Christoffer Østergaard

Personal information
- Full name: Christoffer Østergaard
- Date of birth: 22 May 1993 (age 33)
- Place of birth: Denmark
- Height: 1.83 m (6 ft 0 in)
- Position: Centre-back

Youth career
- Hobro

Senior career*
- Years: Team / Apps / (Gls)
- 2013–2016: Hobro / 19 / (0)
- 2016: Brabrand
- 2016–2020: Skive / 98 / (8)
- 2021: Brabrand / 0 / (0)
- 2021–2022: Hobro / 11 / (0)

Managerial career
- 2021: Brabrand IF (player-assistant)

= Christoffer Østergaard =

Danish footballer (born 1993)

Christoffer Østergaard (born 22 May 1993) is a Danish retired footballer.

==Club career==

===Hobro IK===
Hastrup got his debut for Hobro IK on 28 March 2013 against HB Køge in at match, which Hobro IK won 1–0. Østergaard was in the starting line-up.
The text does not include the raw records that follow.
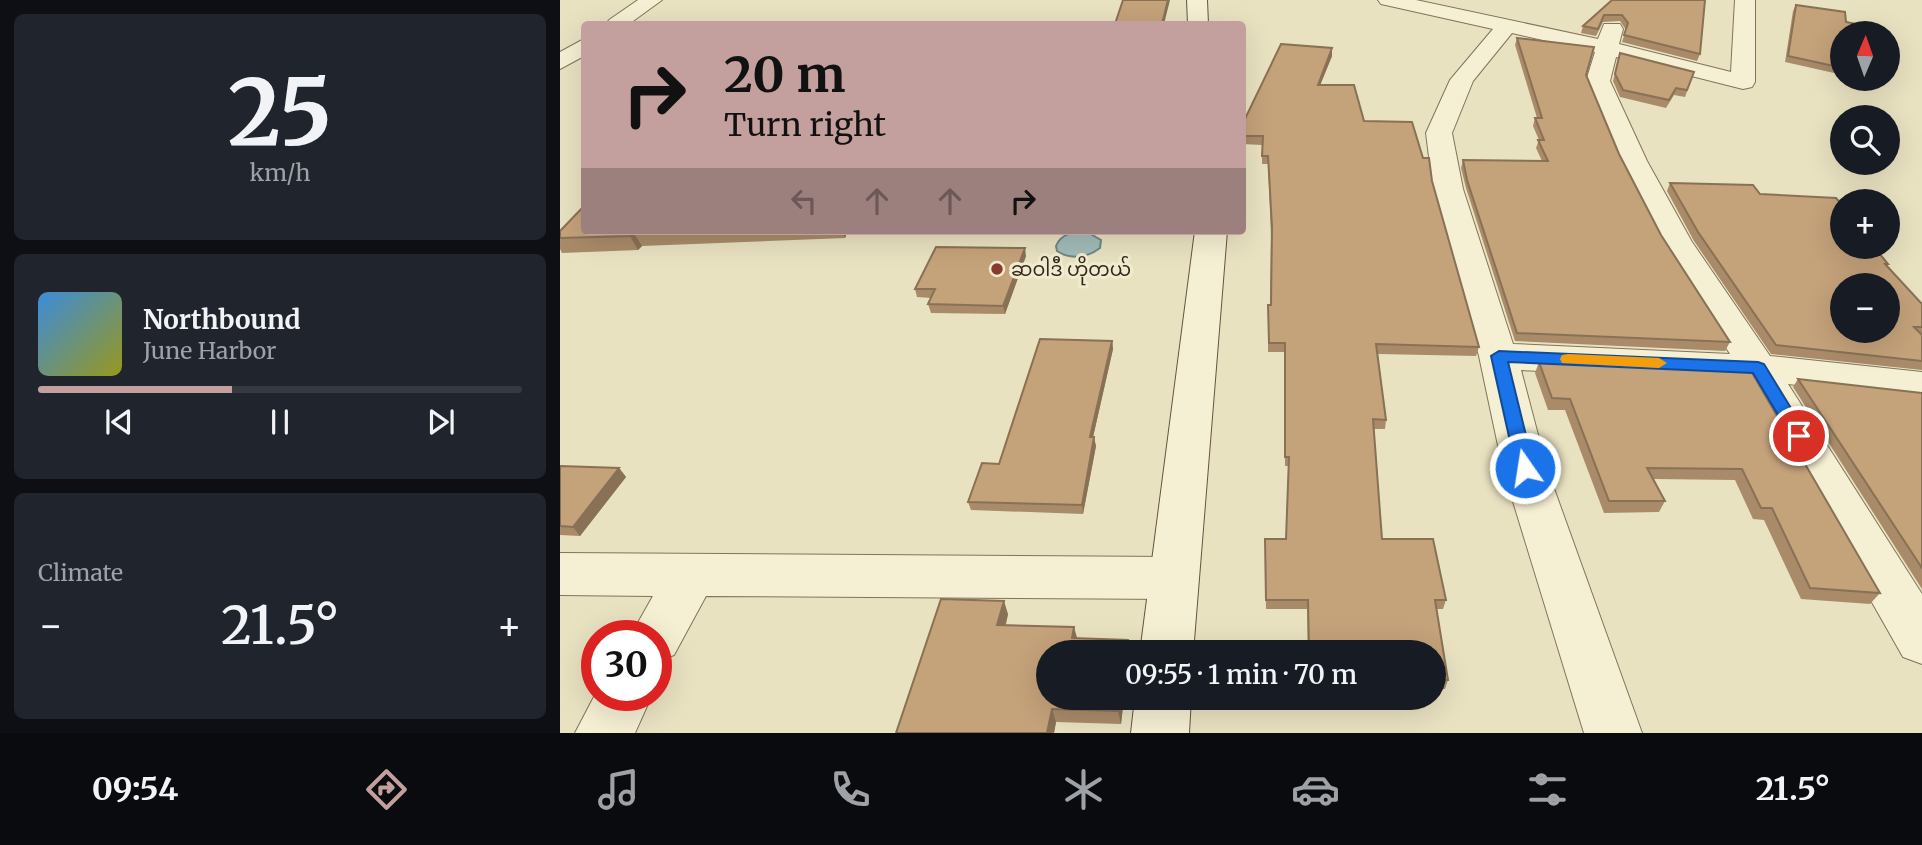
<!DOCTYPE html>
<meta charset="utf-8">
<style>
:root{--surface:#171b24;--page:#20242c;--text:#f1f3f6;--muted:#9ea1a6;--line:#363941;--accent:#c3a09d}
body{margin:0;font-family:Merriweather,"Noto Sans Myanmar",serif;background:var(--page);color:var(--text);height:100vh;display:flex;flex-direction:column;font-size:26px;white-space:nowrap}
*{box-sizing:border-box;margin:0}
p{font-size:23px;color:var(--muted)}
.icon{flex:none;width:38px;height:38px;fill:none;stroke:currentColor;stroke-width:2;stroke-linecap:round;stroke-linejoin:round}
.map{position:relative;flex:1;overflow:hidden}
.sheet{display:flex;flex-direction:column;gap:14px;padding:14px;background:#0d0f14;width:560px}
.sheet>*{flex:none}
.hud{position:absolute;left:21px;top:21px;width:665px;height:214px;border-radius:7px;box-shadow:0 7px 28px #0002;background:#c3a09d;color:#111;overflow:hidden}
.needle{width:46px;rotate:2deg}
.controls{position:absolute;left:1270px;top:21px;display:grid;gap:14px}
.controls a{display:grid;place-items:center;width:70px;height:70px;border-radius:50%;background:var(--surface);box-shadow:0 7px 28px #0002;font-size:35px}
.speed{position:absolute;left:21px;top:620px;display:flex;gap:14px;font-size:35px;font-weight:700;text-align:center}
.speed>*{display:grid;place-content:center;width:91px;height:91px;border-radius:50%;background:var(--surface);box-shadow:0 7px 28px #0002;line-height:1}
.speed .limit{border:10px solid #d22;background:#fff;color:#111}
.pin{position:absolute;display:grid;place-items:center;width:60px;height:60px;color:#fff;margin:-30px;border:4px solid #fff;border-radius:50%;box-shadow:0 2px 7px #0007}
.me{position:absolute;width:77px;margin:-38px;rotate:347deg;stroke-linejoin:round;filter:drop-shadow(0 0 5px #0008)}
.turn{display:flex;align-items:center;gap:24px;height:147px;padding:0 28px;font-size:32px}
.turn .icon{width:91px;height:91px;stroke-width:2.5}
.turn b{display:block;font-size:49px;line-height:60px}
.lanes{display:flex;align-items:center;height:66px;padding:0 28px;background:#0003;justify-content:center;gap:35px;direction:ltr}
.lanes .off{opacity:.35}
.big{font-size:52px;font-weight:600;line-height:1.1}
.sheet .tile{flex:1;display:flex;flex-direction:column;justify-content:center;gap:10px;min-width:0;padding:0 24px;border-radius:10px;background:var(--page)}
.sheet .dial{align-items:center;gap:0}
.dial b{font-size:91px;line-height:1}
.song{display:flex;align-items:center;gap:21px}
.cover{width:84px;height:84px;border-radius:10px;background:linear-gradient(135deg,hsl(210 70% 55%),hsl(60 70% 35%))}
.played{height:7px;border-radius:4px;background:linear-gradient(90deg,var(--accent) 40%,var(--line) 40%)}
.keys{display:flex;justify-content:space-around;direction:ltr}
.heat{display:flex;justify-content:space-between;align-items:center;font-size:38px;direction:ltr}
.trip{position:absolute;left:476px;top:640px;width:410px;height:70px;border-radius:35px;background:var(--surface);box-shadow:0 7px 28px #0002;font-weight:600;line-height:70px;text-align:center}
.menu{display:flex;height:112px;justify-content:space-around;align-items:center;background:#090b0e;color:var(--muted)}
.menu .icon{width:49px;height:49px}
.menu .on{color:var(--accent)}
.menu b{font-size:32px;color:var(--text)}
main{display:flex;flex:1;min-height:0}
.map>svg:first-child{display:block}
.water{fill:#a3bcb8;stroke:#6c8985;stroke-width:2}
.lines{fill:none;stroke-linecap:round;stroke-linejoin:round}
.street-casing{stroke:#81745a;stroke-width:2}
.secondary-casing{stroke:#63553e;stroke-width:2}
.street{fill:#f5efd3;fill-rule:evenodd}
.secondary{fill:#f5efd3;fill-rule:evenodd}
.wall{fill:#a98b69}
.shaded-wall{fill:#897155}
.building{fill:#c4a27a;stroke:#897155;stroke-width:2;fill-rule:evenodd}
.route{fill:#1a73e8;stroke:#114b97;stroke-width:2}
.slow{fill:#f59e0b}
.poi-dot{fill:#8a3a30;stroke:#f1ecd0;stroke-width:2.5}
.labels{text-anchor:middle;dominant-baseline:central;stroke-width:6;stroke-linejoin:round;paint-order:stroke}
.poi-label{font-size:19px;fill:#322a1d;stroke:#f1ecd0;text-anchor:start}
</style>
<main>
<section class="sheet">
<div class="tile dial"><b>25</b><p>km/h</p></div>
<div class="tile">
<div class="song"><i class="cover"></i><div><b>Northbound</b><p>June Harbor</p></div></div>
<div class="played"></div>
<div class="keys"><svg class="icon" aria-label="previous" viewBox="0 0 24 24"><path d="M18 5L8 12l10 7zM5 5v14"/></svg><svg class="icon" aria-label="pause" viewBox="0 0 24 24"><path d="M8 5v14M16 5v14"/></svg><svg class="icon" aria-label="next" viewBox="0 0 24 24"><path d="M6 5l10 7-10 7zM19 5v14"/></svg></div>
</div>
<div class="tile"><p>Climate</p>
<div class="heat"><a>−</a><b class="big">21.5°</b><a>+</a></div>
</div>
</section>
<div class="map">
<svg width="1362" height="733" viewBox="0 0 1362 733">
<rect width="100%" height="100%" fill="#e9e2c1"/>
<path class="water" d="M527 232 541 240 540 248C527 258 511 260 497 251L496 246C501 233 514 232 527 232Z"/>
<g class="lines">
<g class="street-casing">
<path id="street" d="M78 0H102L69 24H46L49 20Z
M818 0H856L1038 39 1044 24H1060L1063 29 1059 44 1171 72 1175 0H1195V82L1192 87 1183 89 1056 57 1050 81 1087 161 1132 242 1210 356 1362 372V400L1228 384 1362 594V664L1343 657 1186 380 961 370 987 469 1082 733H1024L943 469 919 356 873 189 866 133 890 80 933 29 821 4ZM952 33 1035 52 1026 81 1059 161 1100 242 1170 354 953 344 903 189 892 133 913 81Z
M24 39V56L0 69V52Z
M0 553 612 557 629 563 637 578 629 593 612 599 146 596 114 655 96 662V635H71L93 596 0 595Z
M37 691V695H92L75 733H15Z"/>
</g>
<g class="secondary-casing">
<path id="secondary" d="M627 0H647L648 24H628Z
M635 231H667L633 653H580Z
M575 698H631L629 733H571Z"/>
</g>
<use href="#street" class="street"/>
<use href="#secondary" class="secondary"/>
</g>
<path class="wall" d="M1052 0 1140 54 1137 61 1062 42 1066 30 1060 21 1043 22 1036 36 1021 33 1023 26Z
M1236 5 1286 22 1283 33V75L1225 62 1233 11Z
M957 38 1026 75 1059 154 1101 235 1170 342 1165 351 955 341 906 188 901 168 903 160 982 161 976 148 979 140 973 126 975 118H977L955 45Z
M772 48V56L760 85 804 121 863 158 872 181 919 347 916 356 818 354 826 420 825 429H814L822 539 886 600 883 609H877L888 680 885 689H873V653H748L747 609H706L705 548 726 539 729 466H725L724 352H708V305H710L711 236 708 164H702V145L682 144V125Z
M1060 53 1134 72 1125 97 1114 95 1106 108 1060 97 1053 81Z
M1110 183 1200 194 1328 264 1327 266 1362 304V370L1211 354 1134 241 1107 191Z
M0 231H349L287 233 285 238 82 246 78 250 2 253 0 249Z
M466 256 445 314 371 313 368 304 371 298 357 297 355 289Z
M552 341 553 349 533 437 536 446 523 514 411 510 408 502Z
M979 362 1191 371 1320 593 1310 604 1241 599 1204 520 1193 519 1175 480 1094 479 1105 501 1099 512 1044 513 1005 410H988L975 373Z
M1238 379 1362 393V589L1233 387Z
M0 466 59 468 66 477 20 536 0 535Z
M448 614 446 625 517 638 564 698 561 724 496 722 494 733H336Z"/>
<path class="shaded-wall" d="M608 0H610L604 24H602Z
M772 48V56L757 93 758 85Z
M282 231H286L287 233 285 238Z
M73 232 82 246 78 250 70 236Z
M465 248 466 256 445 314 443 306Z
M552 341 553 349 531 446 530 437Z
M534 437 536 446 523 514 522 505Z
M59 468 66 477 20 536 13 527Z
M444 601 448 614 442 638 437 625Z
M514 627 518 641 512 638Z
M568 640 570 653H566Z
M560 698H564L561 724 558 711Z
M492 709 496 722 494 733H487Z"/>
<path class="building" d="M563 0H608L602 24H555Z
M1052 0H1145L1140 54 1064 35 1068 23 1062 15H1044L1038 29 1023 26Z
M1236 5 1285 12 1286 22 1311 27 1308 33H1283V68L1228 56Z
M957 38 1034 47 1026 75 1059 154 1101 235 1170 342 957 333 907 180 903 160 988 161 978 140H984L975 118H982Z
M721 44 772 48 758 85H794L804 121 852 122 863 158H869L872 181 919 347 816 344 826 420 813 419 822 539H873L886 600H875L888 680H873V653H749L748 600H706L705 539H726L729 457H725V343H709L708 305H711L712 227 708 156H702L703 136H682V125Z
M1060 53 1134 72 1127 90 1116 88 1109 100 1063 90 1055 74Z
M1110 183 1193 185 1200 194 1276 198 1283 206V247H1314L1328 264H1325L1362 304V327H1354L1362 335V361L1216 345 1138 232ZM1283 285H1328V331H1283Z
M24 206V231H91L73 232 70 236 0 238V231Z
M376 247 465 248 443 306 368 304 375 289H355Z
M480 339 552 341 530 437H534L522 505 408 502 422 463 439 464Z
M979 362 1191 371 1320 593 1250 588 1212 508H1201L1182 469 1087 468 1105 501H1049L1010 399 992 398Z
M1238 379 1362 393V568Z
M0 466 59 468 13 527 0 526Z
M381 599 444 601 437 625 514 627 512 638 568 640 566 653H488V698H560L558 711 492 709 487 733H336Z"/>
<path class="route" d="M939 351 1198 362 1204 364 1248 436 1245 440H1233L1193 373 948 362 974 468 972 473H959L956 468 931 356Z"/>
<path class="slow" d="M1008 354 1099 358 1107 363 1099 368 1002 363 1000 359 1002 355Z"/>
<circle class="poi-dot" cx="437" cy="269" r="7"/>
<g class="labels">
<g class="poi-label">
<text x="451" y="269">ဆဝါဒီ ဟိုတယ်</text>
</g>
</g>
</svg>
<div class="controls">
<a><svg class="needle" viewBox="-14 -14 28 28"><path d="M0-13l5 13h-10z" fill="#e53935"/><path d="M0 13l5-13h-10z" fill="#9ea1a6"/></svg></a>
<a><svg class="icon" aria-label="search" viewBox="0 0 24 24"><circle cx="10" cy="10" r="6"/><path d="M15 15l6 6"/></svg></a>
<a>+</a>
<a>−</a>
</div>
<div class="speed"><div class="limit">30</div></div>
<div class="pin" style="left:1239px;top:436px;background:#d93025"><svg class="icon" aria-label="arrive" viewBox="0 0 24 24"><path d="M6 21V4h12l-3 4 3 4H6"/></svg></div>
<svg class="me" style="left:965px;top:468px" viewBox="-20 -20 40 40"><circle r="17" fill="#1a73e8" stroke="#fff" stroke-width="3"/><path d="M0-11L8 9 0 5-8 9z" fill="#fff"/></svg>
<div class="trip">09:55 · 1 min · 70 m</div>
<div class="hud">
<div class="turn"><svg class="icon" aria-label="right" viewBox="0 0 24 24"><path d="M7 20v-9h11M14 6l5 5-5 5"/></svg><div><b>20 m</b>Turn right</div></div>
<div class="lanes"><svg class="icon off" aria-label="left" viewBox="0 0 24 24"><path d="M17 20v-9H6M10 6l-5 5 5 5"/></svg><svg class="icon off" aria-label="ahead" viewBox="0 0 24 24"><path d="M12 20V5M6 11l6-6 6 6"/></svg><svg class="icon off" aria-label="ahead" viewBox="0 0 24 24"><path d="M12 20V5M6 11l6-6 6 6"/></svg><svg class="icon" aria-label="right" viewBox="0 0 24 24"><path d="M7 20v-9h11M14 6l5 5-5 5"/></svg></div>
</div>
</div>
</main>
<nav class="menu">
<b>09:54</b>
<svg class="icon on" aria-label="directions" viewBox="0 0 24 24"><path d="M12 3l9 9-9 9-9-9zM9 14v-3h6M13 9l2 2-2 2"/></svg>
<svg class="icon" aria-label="music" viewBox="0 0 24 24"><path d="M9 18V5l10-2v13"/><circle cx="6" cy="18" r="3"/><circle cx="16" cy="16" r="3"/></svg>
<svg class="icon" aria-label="phone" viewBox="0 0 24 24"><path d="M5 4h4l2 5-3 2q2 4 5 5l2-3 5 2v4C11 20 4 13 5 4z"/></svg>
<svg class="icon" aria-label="climate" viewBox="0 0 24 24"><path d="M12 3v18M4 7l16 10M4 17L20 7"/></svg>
<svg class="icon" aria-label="car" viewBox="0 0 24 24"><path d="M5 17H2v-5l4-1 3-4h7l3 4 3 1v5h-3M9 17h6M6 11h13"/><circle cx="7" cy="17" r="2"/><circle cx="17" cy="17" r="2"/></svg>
<svg class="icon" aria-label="filters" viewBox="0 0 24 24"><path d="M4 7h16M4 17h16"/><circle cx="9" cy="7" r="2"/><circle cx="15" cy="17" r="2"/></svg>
<b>21.5°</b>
</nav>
Østergaard left Hobro on 31 January 2016 due to lack of playing time.

===Brabrand IF===
Just one day after his contract was terminated with Hobro, he signed with Danish 2nd Division side Brabrand IF.

===Skive IK===
On 17 July 2016 it was confirmed that Østergaard had signed a contract with Skive IK. He played his first game for Skive on 24 July 2016 against FC Fredericia. After a bad knee injury that would keep him out for a year, Østergaard left Skive in the summer 2020.

===Brabrand IF===
On 6 February 2021, Østergaard returned to Brabrand IF. Due to his knee injury, he was signed in a role as a player-assistant coach, so he could slowly recover from his long injury.

===Return to Hobro===
Østergaard trained with Hobro IK in the 2021-22 pre-season. On 29 July 2021, he signed a season-long deal with his childhood club, which he got his debut for back in 2013. On 21 May 2022 it was confirmed, that 29-year old Østergaard would retire at the end of the season.

==Private life==
Østergaard went on Mariagerfjord Gymnasium from 2010 until 2013. According to the website of Hobro IK, Østergaard is fan of Manchester United, and his favourite player is David Beckham.